About this exercise:
Write out exactly the lines below that run from the one containing "Transcribe the names" through the one containing "Input: one rendered", both included, with no other lines.

Dataset entries:
---

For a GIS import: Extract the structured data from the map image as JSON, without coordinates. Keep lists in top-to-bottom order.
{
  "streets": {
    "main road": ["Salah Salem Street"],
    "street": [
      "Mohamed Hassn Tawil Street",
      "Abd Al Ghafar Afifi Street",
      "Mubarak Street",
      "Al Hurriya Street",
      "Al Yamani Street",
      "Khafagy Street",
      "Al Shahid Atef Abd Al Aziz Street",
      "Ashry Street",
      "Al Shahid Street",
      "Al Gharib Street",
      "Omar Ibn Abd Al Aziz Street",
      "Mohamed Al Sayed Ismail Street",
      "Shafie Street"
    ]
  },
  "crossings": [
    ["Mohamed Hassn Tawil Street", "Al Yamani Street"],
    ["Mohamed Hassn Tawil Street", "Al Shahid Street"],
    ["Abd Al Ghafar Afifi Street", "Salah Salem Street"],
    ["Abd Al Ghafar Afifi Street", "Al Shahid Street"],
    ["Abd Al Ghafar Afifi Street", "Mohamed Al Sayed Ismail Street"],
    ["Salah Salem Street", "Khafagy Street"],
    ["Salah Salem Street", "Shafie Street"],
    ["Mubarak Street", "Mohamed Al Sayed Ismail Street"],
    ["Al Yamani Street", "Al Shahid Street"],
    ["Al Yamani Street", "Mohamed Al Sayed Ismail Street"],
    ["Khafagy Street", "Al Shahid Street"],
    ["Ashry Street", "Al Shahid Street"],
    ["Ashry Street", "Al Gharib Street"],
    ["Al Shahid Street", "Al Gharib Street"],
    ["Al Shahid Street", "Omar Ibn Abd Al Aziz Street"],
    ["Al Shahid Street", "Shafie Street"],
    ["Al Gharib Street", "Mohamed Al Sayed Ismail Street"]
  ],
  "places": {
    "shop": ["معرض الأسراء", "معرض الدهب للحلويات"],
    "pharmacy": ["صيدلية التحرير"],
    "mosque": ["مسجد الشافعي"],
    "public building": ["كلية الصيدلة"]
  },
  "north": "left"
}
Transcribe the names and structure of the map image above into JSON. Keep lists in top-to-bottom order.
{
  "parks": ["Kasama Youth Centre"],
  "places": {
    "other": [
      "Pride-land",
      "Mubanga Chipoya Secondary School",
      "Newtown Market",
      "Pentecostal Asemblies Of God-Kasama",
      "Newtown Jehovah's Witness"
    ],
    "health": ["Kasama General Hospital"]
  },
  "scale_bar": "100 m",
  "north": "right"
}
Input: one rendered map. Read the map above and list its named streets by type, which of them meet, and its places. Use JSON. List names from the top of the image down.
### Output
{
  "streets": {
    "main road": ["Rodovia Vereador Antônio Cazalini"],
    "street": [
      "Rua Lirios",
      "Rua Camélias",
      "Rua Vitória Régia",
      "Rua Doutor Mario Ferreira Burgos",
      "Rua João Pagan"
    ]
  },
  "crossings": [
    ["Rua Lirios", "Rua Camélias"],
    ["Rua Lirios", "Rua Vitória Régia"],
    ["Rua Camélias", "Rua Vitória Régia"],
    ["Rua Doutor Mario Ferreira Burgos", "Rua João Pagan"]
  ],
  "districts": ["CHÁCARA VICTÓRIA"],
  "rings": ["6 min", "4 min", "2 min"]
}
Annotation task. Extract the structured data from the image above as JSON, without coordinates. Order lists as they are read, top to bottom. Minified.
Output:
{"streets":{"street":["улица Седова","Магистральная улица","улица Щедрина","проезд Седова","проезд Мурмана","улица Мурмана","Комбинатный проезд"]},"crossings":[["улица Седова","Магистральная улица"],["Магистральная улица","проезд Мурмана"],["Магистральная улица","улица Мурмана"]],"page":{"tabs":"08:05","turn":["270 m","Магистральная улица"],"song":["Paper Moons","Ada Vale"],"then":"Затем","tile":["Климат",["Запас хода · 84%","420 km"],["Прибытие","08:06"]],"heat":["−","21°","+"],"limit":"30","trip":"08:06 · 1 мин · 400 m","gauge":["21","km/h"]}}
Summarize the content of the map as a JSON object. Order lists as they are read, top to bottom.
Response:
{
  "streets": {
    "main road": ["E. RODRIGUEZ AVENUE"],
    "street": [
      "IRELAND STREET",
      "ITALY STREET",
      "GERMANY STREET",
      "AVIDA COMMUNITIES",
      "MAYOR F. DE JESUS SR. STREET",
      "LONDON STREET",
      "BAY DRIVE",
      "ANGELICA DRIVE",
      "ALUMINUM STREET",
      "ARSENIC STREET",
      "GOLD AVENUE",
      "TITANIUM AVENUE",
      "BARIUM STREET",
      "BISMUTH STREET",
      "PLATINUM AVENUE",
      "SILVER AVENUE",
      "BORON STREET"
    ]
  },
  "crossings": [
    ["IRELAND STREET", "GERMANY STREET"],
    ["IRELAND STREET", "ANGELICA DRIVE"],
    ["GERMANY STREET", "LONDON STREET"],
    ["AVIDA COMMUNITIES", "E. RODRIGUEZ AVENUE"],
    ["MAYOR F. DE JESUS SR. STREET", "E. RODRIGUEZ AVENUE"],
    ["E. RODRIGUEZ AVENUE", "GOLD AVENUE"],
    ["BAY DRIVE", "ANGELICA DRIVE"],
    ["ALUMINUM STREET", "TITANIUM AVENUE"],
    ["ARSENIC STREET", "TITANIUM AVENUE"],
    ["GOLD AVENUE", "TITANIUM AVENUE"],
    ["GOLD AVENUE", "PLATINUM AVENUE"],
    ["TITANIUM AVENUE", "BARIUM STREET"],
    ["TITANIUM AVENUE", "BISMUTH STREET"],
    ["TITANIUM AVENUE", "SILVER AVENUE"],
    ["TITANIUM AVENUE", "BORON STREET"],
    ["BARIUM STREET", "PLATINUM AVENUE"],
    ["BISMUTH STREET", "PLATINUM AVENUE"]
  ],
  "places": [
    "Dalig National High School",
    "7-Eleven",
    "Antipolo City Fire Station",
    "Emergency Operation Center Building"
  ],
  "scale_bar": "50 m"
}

---

Exercise answer:
Transcribe the names and structure of the map image above into JSON. Keep lists in top-to-bottom order.
{
  "parks": ["Kasama Youth Centre"],
  "places": {
    "other": [
      "Pride-land",
      "Mubanga Chipoya Secondary School",
      "Newtown Market",
      "Pentecostal Asemblies Of God-Kasama",
      "Newtown Jehovah's Witness"
    ],
    "health": ["Kasama General Hospital"]
  },
  "scale_bar": "100 m",
  "north": "right"
}
Input: one rendered map. Read the map above and list its named streets by type, which of them meet, and its places. Use JSON. List names from the top of the image down.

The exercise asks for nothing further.